The CJEU in Taricco II instead follows a “primacy” mindframe. It does not view the relationship between EU law and national in hierarchical terms and, rather, seeks cooperation. In this light, its revirement can be considered as part of a strategy of rapprochement and reconciliation with the Italian Constitutional Court. In other words, the CJEU has realised that, behind the conflict, there emerges a crucial legal-cultural difference.
The Italian legal system does not accept an interpretation of the principle of separation of powers in such a way that a judge is free to establish legal criteria and categories, which would normally be entrusted to the legislator. True, the Italian legislator has been inactive, and could have filled the gap earlier. Yet, this does not justify an intrusion of EU law to the extent of altering the constitutional balance of a Member State. The effort of the CJEU (which employs in its reasoning the notion of “common constitutional traditions”) is certainly laudable.

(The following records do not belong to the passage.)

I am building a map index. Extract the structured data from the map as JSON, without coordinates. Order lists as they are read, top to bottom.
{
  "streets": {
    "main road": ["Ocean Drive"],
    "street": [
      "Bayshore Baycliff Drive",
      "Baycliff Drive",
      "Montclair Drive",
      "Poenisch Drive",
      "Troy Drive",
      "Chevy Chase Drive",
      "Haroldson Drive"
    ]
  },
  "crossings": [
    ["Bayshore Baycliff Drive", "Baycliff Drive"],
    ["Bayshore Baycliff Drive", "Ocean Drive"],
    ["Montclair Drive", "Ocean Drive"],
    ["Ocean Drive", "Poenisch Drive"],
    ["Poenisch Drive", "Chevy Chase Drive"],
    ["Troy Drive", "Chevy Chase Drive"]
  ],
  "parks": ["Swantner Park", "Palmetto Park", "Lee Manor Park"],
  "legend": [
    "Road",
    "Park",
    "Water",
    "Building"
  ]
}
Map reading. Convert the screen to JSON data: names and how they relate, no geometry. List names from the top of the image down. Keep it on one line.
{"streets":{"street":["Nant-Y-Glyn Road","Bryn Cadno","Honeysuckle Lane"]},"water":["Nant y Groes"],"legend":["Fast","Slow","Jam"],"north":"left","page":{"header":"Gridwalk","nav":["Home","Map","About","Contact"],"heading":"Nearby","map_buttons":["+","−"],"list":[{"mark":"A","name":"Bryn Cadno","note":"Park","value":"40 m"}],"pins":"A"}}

While confirming the importance of the national identity clause (Article 4(2) TEU), the CJEU attempts to build up common principles with the aim of showing how all provisions on fundamental rights and fundamental principles can be read together systematically.
The third mindframe can be defined “statalist”. Such mindframe can be observed in all those legal systems which resist EU law. In Italy, for example, part of the doctrine interprets “counter-limits” as widely as possible, as embracing not only substantive constitutional norms, but also the principle of conferral and “identity review”. From such perspective, the power to decide to which extent legislative competence should be exercised by the EU belongs to the Italian Constitutional Court.
For the same reason, it has been argued that, instead of referring the questions to the CJEU, the Constitutional Court should have triggered its “counter-limits” immediately, because the EU is acting ultra vires and has interpreted the notion of direct effect too extensively. In other words, there would simply exist no conditions allowing Article 325 TFEU to be directly effective. Needless to say, any such interpretation would make EU law pointless, because it would have as a consequence that of permitting any national court to challenge the applicability of direct effect (and primacy) at any time. This is an old debate (as the German Bundesverfassungsgericht and other constitutional courts can prove), but it is important to bear in mind that the “statalist” view is still very much present and does not need to be expressed in its more radical forms, as can be observed in Hungary or Poland.
Both courts – the Italian Constitutional Court and the CJEU after its revirement – ought to be praised for their attempt at building up a systemic view of fundamental rights and fundamental principles. They could have adopted a more intransigent stance, and yet they have showed willingness to cooperate, from two separate yet cooperating systems. However, Taricco II also shows the importance of conflict in EU law. It is by raising its voice that the Constitutional Court has showed how delicate matters relating to national diversity may be addressed. Whether this method will work in other contexts is another issue.